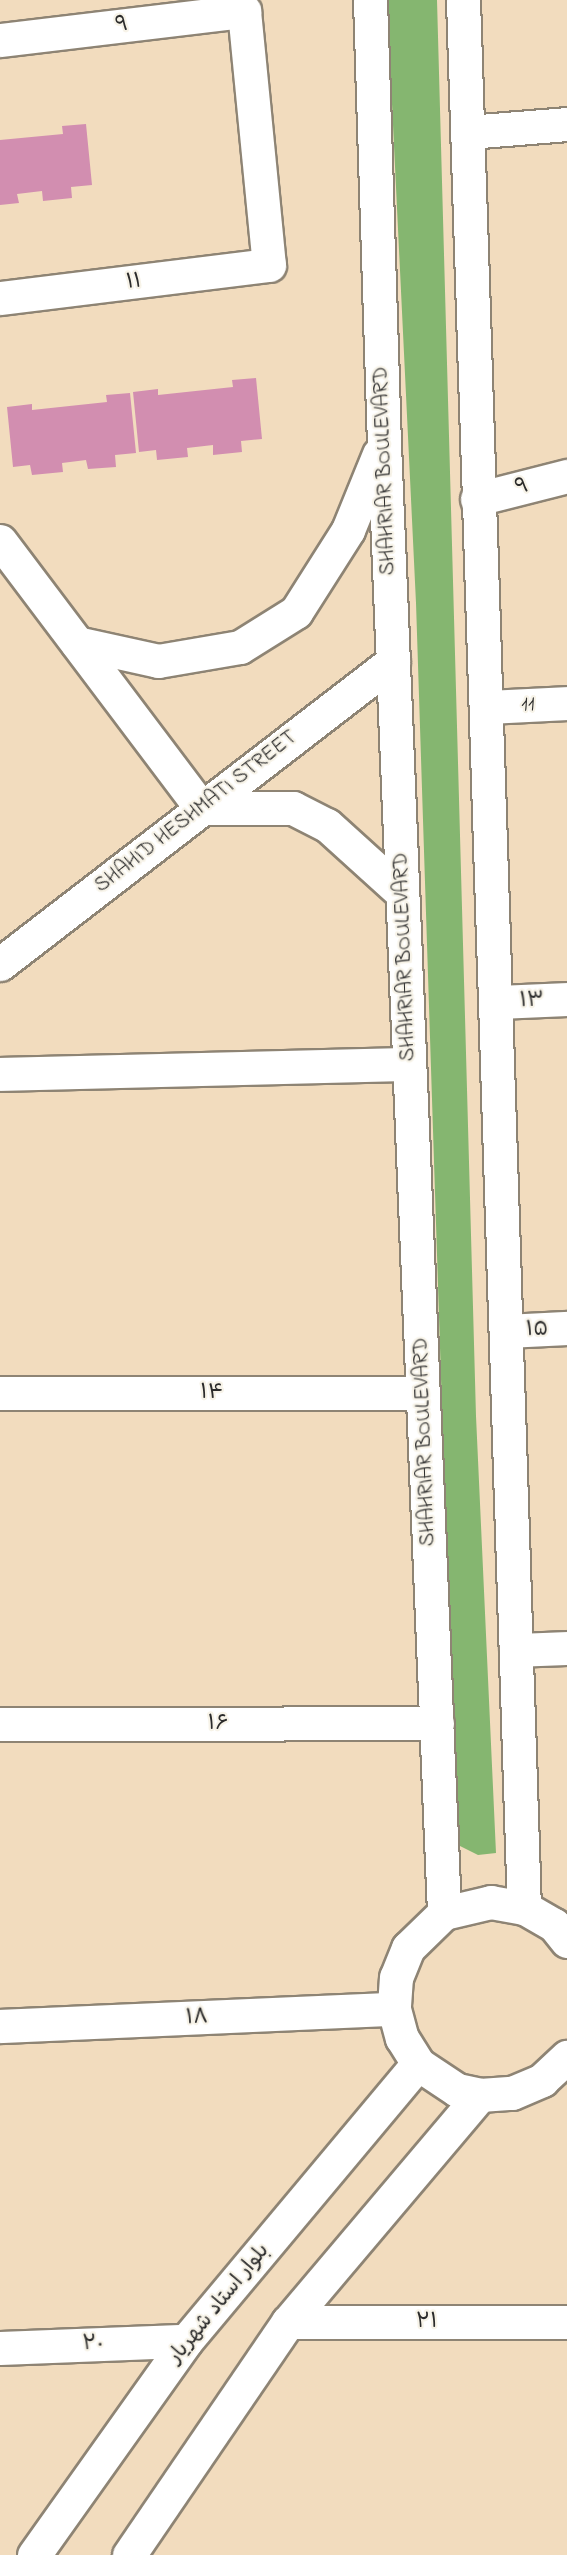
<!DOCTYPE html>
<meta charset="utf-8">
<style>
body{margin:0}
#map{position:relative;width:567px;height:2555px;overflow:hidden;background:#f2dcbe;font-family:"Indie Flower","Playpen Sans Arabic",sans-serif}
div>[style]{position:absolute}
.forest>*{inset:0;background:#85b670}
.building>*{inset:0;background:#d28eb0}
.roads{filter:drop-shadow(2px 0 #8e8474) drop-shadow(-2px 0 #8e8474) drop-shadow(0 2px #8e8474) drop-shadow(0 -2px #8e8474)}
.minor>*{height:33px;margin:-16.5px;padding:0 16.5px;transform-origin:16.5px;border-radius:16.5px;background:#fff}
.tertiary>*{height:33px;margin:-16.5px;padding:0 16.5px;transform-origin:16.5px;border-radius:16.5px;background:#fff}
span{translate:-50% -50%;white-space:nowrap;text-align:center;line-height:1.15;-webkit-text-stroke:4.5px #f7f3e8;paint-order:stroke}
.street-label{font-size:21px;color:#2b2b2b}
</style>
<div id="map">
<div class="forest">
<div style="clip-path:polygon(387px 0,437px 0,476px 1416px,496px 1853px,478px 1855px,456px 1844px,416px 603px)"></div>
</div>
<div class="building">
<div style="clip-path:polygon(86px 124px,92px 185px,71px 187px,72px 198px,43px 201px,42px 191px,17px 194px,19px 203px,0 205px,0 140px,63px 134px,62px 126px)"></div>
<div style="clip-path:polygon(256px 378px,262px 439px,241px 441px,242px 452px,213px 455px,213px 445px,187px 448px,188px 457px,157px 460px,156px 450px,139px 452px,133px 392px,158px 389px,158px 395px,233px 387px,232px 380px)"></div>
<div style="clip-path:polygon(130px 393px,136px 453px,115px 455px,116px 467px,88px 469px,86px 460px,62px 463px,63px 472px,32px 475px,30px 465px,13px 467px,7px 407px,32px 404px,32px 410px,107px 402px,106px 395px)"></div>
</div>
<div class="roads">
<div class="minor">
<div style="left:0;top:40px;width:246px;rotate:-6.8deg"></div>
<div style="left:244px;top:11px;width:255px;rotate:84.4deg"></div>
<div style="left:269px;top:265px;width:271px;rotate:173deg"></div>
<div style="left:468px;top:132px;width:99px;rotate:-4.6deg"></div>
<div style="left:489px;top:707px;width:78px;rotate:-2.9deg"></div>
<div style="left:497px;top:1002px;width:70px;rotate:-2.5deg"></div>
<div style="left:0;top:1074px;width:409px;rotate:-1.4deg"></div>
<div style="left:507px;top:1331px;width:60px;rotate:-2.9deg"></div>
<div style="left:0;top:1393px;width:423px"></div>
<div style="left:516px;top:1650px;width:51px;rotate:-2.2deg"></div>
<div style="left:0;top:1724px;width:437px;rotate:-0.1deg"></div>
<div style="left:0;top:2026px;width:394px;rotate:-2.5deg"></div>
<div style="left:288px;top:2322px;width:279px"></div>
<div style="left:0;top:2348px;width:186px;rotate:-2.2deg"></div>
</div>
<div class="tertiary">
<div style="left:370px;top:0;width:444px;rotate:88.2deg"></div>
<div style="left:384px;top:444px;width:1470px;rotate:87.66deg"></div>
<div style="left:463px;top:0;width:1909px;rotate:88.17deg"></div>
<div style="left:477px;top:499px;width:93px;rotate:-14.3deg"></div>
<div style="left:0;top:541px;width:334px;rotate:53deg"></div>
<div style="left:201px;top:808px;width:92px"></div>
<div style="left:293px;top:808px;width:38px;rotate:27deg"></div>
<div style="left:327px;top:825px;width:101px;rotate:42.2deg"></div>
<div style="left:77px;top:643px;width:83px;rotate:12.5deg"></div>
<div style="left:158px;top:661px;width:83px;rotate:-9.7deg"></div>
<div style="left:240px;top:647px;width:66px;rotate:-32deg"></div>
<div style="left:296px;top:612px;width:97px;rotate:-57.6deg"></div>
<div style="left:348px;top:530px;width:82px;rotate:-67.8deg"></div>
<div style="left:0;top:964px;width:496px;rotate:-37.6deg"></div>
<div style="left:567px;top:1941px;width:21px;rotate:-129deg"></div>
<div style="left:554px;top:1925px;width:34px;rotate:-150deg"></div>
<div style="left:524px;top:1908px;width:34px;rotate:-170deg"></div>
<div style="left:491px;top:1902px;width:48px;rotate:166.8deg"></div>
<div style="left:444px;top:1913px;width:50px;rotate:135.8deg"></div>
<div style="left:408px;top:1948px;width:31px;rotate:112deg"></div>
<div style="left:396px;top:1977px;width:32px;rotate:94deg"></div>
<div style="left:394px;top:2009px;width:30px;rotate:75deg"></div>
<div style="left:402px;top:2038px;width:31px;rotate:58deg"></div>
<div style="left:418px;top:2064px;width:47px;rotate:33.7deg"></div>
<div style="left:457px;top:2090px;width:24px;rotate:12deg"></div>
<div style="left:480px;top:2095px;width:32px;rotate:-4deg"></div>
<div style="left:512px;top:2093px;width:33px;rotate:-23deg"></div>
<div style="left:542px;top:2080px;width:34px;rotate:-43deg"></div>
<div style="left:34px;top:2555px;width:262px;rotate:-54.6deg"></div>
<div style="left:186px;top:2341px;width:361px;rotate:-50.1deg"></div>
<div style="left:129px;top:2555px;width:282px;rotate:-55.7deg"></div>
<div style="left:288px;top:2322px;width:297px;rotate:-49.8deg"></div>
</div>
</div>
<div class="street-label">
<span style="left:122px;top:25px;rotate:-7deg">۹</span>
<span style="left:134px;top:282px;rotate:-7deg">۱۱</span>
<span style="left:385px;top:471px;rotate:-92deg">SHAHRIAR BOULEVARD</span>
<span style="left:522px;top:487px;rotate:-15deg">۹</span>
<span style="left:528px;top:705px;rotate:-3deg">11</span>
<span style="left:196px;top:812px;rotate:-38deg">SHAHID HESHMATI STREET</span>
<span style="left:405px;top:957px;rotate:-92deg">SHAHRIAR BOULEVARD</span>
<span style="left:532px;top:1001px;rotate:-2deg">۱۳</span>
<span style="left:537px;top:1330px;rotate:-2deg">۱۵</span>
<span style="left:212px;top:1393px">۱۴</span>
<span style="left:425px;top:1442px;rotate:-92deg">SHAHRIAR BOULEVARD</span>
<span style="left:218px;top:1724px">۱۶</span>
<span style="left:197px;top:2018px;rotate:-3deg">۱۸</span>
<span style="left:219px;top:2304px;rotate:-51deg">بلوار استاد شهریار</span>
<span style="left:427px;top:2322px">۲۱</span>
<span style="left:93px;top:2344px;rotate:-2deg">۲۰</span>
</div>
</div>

### TASK INSTRUCTIONS
With the pictures omitted, set down each line exactly, starting at the first line of the records above and ending with the line that contains "0 #8e8474) drop-shadow(-2px".

### TASK RESPONSE
<!DOCTYPE html>
<meta charset="utf-8">
<style>
body{margin:0}
#map{position:relative;width:567px;height:2555px;overflow:hidden;background:#f2dcbe;font-family:"Indie Flower","Playpen Sans Arabic",sans-serif}
div>[style]{position:absolute}
.forest>*{inset:0;background:#85b670}
.building>*{inset:0;background:#d28eb0}
.roads{filter:drop-shadow(2px 0 #8e8474) drop-shadow(-2px 0 #8e8474) drop-shadow(0 2px #8e8474) drop-shadow(0 -2px #8e8474)}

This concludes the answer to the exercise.